- Ste. Rita Location of Ste. Rita in Manitoba
- Coordinates: 49°52′48″N 96°17′44″W﻿ / ﻿49.88000°N 96.29556°W
- Country: Canada
- Province: Manitoba
- Region: Eastman Region
- Census Division: No. 1

Government
- • Governing Body: Rural Municipality of Reynolds Council
- • MP: Vic Toews
- • MLA: Konrad Narth
- Time zone: UTC−6 (CST)
- • Summer (DST): UTC−5 (CDT)
- Area codes: 204, 431
- NTS Map: 062H16
- GNBC Code: GAXXN

= Ste. Rita, Manitoba =

Ste. Rita is an unincorporated community in the Rural Municipality of Reynolds, Manitoba, located on Manitoba Highway 15 and east of Winnipeg.

The post office was established in the area as Rita in 1934, officially becoming Ste. Rita in 1965. It closed a few years later, and became a lumber yard, which has also been closed for many years now. The Canadian National Railway passes through the community, and the railway point was known as Craig or Craig Siding.

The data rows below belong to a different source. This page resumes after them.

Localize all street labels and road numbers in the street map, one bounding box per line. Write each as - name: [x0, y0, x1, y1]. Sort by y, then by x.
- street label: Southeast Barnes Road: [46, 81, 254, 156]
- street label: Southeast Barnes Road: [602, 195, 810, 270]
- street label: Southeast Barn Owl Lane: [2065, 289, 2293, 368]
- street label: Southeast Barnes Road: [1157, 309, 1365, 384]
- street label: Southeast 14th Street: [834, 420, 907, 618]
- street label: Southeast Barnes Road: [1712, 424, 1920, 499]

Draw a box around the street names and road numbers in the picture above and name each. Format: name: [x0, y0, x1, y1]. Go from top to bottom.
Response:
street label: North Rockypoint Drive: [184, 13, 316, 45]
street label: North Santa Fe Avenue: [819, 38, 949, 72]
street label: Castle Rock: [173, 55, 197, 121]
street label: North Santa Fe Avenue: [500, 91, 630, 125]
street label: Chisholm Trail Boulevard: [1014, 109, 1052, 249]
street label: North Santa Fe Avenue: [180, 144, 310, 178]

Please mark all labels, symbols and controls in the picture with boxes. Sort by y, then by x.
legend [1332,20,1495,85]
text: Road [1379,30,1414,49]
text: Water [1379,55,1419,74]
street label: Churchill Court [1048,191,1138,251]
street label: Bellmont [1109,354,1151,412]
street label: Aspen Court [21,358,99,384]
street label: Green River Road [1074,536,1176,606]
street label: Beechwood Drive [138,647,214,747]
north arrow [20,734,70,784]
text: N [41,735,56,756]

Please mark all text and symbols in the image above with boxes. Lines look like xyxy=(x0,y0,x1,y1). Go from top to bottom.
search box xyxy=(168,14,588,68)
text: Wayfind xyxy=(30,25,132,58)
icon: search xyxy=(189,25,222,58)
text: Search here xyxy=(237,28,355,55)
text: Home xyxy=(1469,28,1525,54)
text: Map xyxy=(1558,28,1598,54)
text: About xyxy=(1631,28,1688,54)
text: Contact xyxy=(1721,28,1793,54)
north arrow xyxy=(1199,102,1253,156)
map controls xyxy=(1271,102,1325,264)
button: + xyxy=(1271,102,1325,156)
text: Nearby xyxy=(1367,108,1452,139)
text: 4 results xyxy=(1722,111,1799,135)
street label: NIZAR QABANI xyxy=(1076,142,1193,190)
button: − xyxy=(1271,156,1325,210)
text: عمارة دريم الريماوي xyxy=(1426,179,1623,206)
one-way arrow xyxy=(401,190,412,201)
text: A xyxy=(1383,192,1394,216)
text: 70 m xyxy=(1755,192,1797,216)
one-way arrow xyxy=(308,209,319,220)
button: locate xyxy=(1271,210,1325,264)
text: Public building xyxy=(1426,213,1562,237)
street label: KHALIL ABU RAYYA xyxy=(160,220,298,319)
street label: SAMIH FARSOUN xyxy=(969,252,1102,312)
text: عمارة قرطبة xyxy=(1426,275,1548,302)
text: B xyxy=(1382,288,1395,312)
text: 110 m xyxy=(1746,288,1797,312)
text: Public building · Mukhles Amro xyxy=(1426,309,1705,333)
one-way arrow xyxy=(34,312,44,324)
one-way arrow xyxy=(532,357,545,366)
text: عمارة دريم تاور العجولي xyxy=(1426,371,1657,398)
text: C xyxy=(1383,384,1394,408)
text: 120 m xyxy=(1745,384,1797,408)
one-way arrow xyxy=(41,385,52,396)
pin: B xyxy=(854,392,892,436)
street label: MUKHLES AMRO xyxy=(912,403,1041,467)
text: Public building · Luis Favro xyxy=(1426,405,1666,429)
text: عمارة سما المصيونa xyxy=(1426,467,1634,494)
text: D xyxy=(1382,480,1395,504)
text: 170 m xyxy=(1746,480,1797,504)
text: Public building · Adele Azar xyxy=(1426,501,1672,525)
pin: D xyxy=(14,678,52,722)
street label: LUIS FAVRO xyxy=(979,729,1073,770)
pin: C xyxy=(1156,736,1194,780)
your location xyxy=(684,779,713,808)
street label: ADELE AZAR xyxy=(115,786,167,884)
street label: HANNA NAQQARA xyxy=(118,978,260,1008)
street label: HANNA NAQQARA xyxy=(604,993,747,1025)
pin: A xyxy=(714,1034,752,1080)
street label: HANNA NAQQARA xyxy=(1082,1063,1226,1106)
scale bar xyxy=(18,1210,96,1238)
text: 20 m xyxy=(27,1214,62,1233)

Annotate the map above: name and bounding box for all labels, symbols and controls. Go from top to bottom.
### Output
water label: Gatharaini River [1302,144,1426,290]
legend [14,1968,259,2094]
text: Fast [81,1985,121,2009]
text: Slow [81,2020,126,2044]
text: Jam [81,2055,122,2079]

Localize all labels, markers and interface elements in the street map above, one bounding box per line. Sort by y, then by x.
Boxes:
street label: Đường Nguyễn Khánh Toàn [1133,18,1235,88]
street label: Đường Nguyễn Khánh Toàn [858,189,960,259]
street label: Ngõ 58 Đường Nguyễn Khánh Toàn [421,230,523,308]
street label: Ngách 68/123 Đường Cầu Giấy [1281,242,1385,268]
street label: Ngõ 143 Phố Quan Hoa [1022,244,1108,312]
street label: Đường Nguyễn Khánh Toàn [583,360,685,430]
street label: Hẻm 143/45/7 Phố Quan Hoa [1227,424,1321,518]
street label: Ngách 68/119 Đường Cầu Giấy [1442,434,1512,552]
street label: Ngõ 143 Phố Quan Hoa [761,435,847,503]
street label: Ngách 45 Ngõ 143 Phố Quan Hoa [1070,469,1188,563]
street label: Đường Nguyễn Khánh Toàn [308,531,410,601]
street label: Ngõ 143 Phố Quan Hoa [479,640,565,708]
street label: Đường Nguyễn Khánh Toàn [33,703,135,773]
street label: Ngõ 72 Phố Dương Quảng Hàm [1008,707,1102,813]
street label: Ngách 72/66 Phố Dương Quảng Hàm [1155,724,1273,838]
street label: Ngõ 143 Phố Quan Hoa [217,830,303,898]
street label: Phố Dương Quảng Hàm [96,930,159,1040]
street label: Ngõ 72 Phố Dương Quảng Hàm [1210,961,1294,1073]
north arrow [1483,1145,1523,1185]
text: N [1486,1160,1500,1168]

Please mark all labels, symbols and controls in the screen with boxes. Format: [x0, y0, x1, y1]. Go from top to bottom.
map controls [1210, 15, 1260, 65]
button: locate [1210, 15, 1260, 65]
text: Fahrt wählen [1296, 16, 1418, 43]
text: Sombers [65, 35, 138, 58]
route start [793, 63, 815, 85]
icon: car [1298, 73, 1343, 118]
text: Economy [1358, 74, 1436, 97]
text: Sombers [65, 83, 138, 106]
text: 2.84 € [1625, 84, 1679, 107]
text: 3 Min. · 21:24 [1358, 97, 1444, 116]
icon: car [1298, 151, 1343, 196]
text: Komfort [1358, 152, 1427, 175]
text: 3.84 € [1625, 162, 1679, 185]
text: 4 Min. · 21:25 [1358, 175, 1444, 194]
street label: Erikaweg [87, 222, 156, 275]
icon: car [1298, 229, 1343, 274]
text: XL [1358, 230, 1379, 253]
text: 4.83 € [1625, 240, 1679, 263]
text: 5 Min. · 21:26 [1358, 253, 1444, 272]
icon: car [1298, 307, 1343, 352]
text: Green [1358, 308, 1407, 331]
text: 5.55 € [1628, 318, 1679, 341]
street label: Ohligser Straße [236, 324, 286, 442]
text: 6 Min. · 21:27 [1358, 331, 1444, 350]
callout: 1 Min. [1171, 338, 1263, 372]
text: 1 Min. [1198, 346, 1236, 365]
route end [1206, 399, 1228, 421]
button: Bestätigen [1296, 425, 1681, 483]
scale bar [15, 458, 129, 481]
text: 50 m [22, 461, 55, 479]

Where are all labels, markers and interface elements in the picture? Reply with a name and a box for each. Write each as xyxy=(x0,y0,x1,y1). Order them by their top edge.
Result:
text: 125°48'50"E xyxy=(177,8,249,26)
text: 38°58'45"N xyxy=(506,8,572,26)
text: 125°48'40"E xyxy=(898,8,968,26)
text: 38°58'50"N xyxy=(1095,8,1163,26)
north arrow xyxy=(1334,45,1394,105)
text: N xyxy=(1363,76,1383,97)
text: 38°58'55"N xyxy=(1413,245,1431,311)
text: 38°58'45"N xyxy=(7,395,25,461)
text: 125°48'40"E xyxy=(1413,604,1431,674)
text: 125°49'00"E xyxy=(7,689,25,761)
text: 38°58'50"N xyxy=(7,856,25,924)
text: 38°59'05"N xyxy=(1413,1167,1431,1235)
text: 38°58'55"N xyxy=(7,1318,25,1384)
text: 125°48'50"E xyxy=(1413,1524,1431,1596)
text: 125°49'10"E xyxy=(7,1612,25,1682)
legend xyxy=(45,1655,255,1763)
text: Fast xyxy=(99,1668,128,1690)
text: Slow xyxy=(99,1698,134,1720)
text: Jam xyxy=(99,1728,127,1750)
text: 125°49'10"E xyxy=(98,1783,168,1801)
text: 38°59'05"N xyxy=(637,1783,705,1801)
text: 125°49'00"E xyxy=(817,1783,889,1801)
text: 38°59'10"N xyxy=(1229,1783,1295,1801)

For food supplies, residents travel to Beausejour, Anola, Dugald, Oakbank, and Winnipeg; for school, students are bussed to Anola, Dugald, and Oakbank. For fire protection, Ste. Rita is looked after by the fire department in Springfield.

A community centre, called Ste. Rita Friendly Hands Club, was built in 1984 and is still in operation today.